O ex-ministro da Justiça e Segurança Pública Sergio Moro defendeu, em sua coluna de estreia na revista Crusoé, o STF (Supremo Tribunal Federal) de ataques recentes e fez elogios ao papel que as Forças Armadas têm desempenhado, principalmente desde a redemocratização do Brasil.

Para Moro, as “Forças Armadas brasileiras construíram sua história e merecem reconhecimento”, mas em sua opinião “não há lugar para uma inusitada ‘intervenção militar constitucional’ para resolução de conflito entre Poderes”.

Sergio Moro não faz referências diretas a nenhum membro do governo ou situação específica, mas a coluna é publicada em um momento de crise entre os Poderes, com críticas constantes do presidente Jair Bolsonaro (sem partido) em relação ao STF. Bolsonaro já chegou a dizer que decisões absurdas não se cumprem.

Moro, porém, reitera a importância da separação dos Poderes e diz que a “palavra final do Judiciário, definida institucionalmente, deve ser respeitada”, embora possa ser criticada eventualmente.

“Como o Supremo Tribunal Federal impõe limites aos demais Poderes, com base em interpretação da lei ou na Constituição, há sempre a alternativa de se alterar a lei ou a Constituição, sem qualquer afronta à Corte”, afirmou.

Continuando o raciocínio, Moro ainda fez uma referência indireta ao artigo 142 da Constituição. Manifestações com pauta antidemocrática defendem a aplicação do artigo para um eventual golpe de Estado praticado pelo Exército, controlando o STF (Supremos Tribunal Federal) e o Congresso Nacional.

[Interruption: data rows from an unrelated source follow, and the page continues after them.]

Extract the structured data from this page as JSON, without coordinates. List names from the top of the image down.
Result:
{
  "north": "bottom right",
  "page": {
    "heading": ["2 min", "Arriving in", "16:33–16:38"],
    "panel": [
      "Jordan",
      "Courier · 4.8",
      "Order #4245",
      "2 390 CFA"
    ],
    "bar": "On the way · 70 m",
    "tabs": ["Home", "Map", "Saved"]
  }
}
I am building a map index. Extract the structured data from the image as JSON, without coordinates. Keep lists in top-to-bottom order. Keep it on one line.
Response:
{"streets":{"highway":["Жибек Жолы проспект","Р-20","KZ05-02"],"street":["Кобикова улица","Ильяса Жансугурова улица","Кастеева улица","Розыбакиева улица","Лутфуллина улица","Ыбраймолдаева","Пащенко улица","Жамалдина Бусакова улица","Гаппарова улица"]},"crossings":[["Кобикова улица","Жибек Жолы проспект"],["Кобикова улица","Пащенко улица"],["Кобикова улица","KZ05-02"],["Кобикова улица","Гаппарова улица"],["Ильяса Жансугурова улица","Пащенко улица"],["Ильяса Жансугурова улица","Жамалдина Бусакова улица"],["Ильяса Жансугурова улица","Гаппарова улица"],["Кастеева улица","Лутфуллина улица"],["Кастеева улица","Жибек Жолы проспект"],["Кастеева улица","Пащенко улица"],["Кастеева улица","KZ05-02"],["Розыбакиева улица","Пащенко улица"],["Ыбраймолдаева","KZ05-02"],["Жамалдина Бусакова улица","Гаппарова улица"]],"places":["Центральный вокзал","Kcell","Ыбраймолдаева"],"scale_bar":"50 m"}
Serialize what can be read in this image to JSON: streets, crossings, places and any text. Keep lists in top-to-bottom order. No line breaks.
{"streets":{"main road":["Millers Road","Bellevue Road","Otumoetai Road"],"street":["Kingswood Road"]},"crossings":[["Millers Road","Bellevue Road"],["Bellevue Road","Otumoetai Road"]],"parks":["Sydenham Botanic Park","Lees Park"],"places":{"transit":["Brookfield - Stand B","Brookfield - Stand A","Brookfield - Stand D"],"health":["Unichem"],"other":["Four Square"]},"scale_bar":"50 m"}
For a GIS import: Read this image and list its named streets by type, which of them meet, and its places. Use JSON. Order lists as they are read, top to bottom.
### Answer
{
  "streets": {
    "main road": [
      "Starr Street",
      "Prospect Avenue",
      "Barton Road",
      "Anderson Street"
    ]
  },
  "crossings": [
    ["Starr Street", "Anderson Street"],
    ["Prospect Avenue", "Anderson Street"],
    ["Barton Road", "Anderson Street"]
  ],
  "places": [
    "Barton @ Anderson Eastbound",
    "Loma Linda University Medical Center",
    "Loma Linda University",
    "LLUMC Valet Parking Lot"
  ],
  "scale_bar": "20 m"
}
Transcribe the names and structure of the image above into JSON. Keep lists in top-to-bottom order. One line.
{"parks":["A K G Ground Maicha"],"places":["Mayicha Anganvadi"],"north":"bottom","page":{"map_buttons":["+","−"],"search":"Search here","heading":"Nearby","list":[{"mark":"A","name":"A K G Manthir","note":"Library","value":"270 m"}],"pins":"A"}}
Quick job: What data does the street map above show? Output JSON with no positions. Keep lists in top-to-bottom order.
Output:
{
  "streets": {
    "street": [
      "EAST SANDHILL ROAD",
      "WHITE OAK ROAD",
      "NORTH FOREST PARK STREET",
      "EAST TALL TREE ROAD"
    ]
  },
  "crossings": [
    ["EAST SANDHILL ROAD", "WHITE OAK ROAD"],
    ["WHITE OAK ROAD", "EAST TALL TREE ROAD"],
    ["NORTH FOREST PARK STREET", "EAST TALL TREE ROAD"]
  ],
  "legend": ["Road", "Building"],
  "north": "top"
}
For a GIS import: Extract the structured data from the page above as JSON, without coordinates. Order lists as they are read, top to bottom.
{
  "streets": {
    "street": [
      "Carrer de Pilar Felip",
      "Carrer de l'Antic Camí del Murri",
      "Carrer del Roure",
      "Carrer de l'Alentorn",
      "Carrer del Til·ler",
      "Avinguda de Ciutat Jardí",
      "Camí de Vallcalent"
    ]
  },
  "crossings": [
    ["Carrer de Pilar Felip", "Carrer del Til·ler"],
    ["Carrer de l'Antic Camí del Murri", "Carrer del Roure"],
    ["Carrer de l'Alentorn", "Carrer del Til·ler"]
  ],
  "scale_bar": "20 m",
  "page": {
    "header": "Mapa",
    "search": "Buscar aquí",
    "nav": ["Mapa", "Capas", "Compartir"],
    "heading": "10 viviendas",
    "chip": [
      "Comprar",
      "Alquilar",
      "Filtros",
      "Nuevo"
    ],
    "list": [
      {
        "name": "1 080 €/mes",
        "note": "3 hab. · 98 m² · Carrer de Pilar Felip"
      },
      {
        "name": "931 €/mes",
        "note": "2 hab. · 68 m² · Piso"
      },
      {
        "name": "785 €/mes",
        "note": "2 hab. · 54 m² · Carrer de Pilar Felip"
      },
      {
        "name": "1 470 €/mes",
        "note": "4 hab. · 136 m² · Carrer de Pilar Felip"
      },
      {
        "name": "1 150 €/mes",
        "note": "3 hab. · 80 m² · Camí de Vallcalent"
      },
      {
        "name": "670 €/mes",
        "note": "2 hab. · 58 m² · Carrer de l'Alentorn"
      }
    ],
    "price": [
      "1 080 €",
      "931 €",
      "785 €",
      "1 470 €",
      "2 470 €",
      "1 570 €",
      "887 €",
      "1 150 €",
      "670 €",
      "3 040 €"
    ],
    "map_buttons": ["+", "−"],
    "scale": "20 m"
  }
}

“Invocar, porém, um suposto poder tutelar militar para que o chefe do Executivo possa se sobrepor aos outros Poderes não é consistente com a nossa Constituição ou com as exigências de uma democracia consolidada e moderna. Ao invés de reproduzirmos os exemplos das democracias mais avançadas, estaríamos flertando com a instabilidade e com o autoritarismo”, argumentou.

Moro, que deixou o governo em abril, disse ainda que não vislumbra risco de movimento para uma “intervenção militar constitucional” por parte das Forças Armadas, mas disse que seria bom se o assunto não voltasse a ser debatido constantemente.

“Parece ser necessário deixar de invocar a todo momento o apoio dos militares, algo que só gera instabilidade e desmerece tanto a história das Forças Armadas, como nossa imagem de democracia moderna e pujante”, disse.

Elogios às Forças Armadas

Ao longo da coluna, Sergio Moro ainda faz elogios ao papel das Forças Armadas, principalmente desde a redemocratização, quando em sua avaliação “elas vêm se profissionalizando e merecendo o devido destaque em missões internas e externas, tendo inclusive sido prestigiadas internacionalmente”.

Moro ainda lembra a aprovação das Forças Armadas em pesquisas de opinião e faz uma ressalva em relação à participação ativa na política do país antes da redemocratização.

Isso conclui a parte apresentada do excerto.